In FY 2008, social participation activities took place a total of 372 times in 292 locations, with the participation of 1,182 juvenile probationers/parolees and 230 of their families, etc. Frequently implemented activities included “participating in nursing care activities and volunteer activities for the aged, etc.” (103 times), “participating in cleaning and environmental beautification activities” (86 times), and “participating in creative activities, learning through hands-on experience, and various classes, etc.” (76 times) (Source: The Rehabilitation Bureau, Ministry of Justice).
(5) Measures for guardians
Similar to juvenile training schools, probation offices have consistently provided advice, etc. to guardians. The November 2007 amendment of the Offenders Prevention and Rehabilitation Act provided that the directors of probation offices could take some appropriate measures, including providing guidance, advice, etc., for guardians (the said act was succeeded by the Offenders Rehabilitation Act on June 1, 2008).
In response to this, probation offices have been providing guardians of juvenile probationers/parolees with guidance or advice to take custody of them appropriately after ensuring that they thoroughly understand their living conditions, etc., to correct behaviors they deem could be an obstruction to their reformation/rehabilitation, and offering information that contributes to solving problems pertaining to their delinquency through holding meetings with guardians, etc.
(6) Temporary discharge, etc.
The temporary discharge system was established as a good-conduct measure for juvenile probationers/parolees who follow the conditions for probation/parole supervision and maintain a sound life and attitude in accordance with life and conduct guidelines. In 2008, 17 juveniles were granted temporary discharge from their probation/parole supervision. Conversely, however, 25 were notified to a family court due to a new pre-delinquency (Source: The Rehabilitation Bureau, Ministry of Justice).

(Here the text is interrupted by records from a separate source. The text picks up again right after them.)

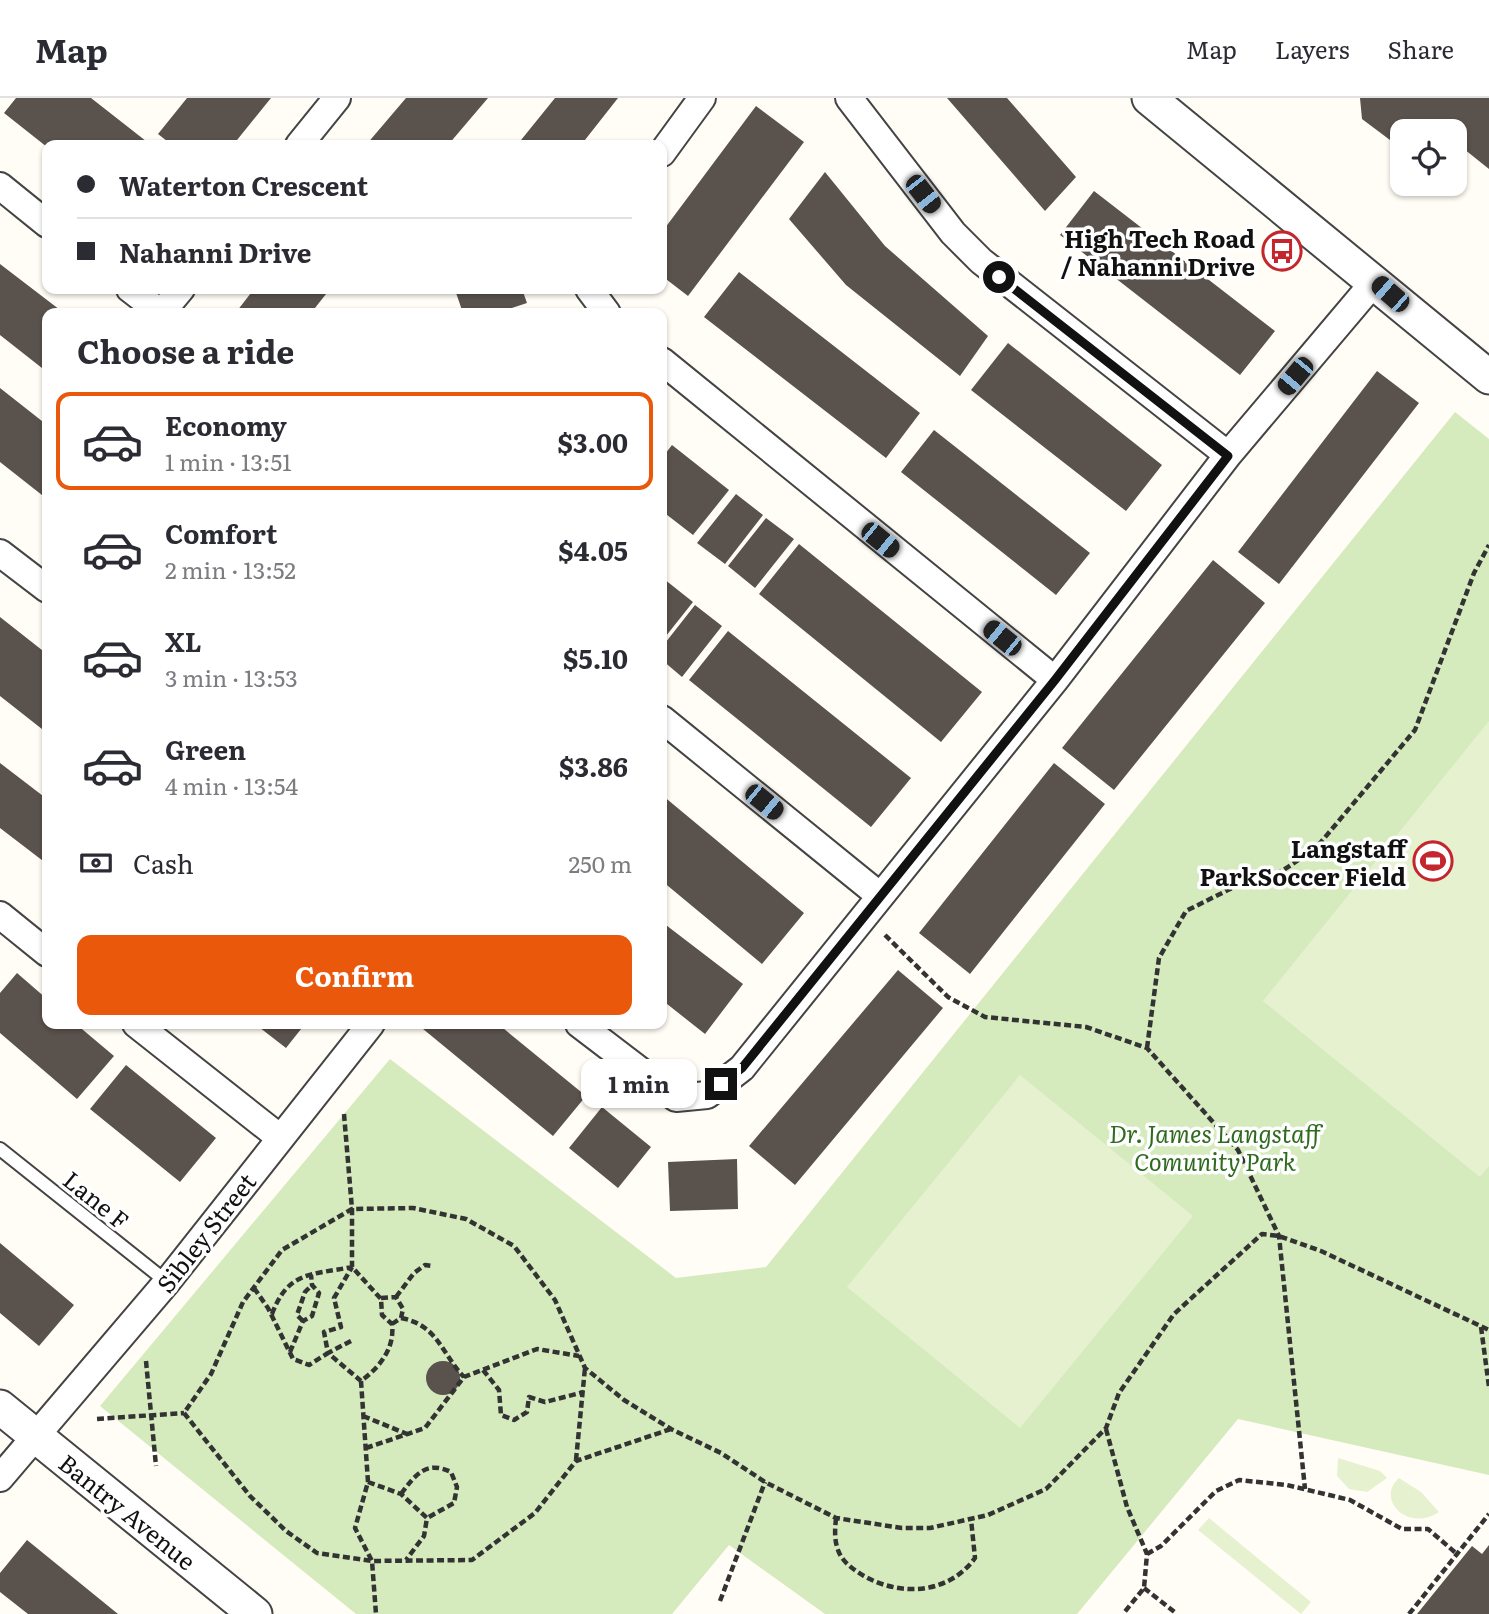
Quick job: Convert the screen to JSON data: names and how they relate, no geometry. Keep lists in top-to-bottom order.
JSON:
{
  "streets": {
    "street": ["Sibley Street", "Bantry Avenue"],
    "lane": ["Lane F"]
  },
  "crossings": [
    ["Lane F", "Sibley Street"],
    ["Sibley Street", "Bantry Avenue"]
  ],
  "parks": ["Dr. James Langstaff Comunity Park"],
  "places": {
    "bus stop": ["High Tech Road / Nahanni Drive"],
    "sports": ["Langstaff ParkSoccer Field"]
  },
  "page": {
    "header": "Map",
    "nav": ["Map", "Layers", "Share"],
    "banner": ["Waterton Crescent", "Nahanni Drive"],
    "heading": "Choose a ride",
    "list": [
      {
        "name": "Economy",
        "note": "1 min · 13:51",
        "value": "$3.00"
      },
      {
        "name": "Comfort",
        "note": "2 min · 13:52",
        "value": "$4.05"
      },
      {
        "name": "XL",
        "note": "3 min · 13:53",
        "value": "$5.10"
      },
      {
        "name": "Green",
        "note": "4 min · 13:54",
        "value": "$3.86"
      }
    ],
    "pay": ["Cash", "250 m"],
    "buttons": "Confirm",
    "bubble": "1 min"
  }
}
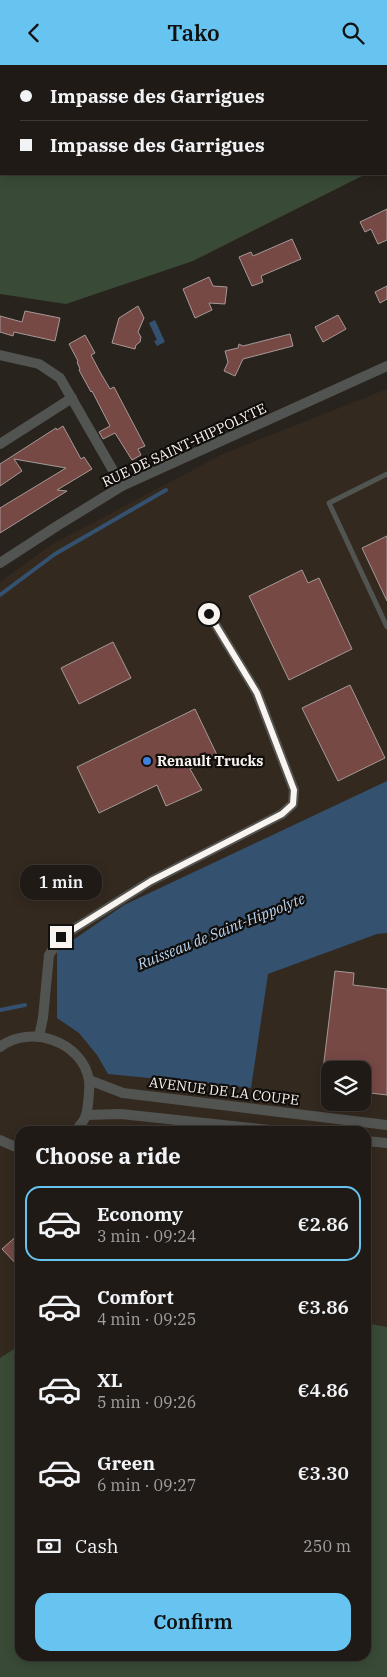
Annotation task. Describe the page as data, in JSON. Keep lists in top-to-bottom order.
{
  "streets": {
    "street": ["RUE DE SAINT-HIPPOLYTE", "AVENUE DE LA COUPE"]
  },
  "water": ["Ruisseau de Saint-Hippolyte"],
  "places": ["Renault Trucks"],
  "page": {
    "header": "Tako",
    "banner": ["Impasse des Garrigues", "Impasse des Garrigues"],
    "bubble": "1 min",
    "heading": "Choose a ride",
    "list": [
      {
        "name": "Economy",
        "note": "3 min · 09:24",
        "value": "€2.86"
      },
      {
        "name": "Comfort",
        "note": "4 min · 09:25",
        "value": "€3.86"
      },
      {
        "name": "XL",
        "note": "5 min · 09:26",
        "value": "€4.86"
      },
      {
        "name": "Green",
        "note": "6 min · 09:27",
        "value": "€3.30"
      }
    ],
    "pay": ["Cash", "250 m"],
    "buttons": "Confirm"
  }
}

(7) Employment support, etc.
Juvenile probationers/parolees are subject to comprehensive employment support measures implemented in cooperation between the Ministry of Justice and the Ministry of Health, Labor and Welfare. Systematic employment support has been implemented in accordance with those measures (See (1) of Subsection 3, Section 1, Chapter 4, Part 7).
In addition, the National Center for Offender Job Training and Employment Support (Numata-cho), which aims at providing accommodation and employment support through guidance/supervision and agricultural training for juvenile training school parolees who intend to engage in agriculture, has been in operation since October 2007 (See (7) of Subsection 2, Section 2, Chapter 5, Part 2 and (3) of Subsection 3, Section 1, Chapter 4, Part 7).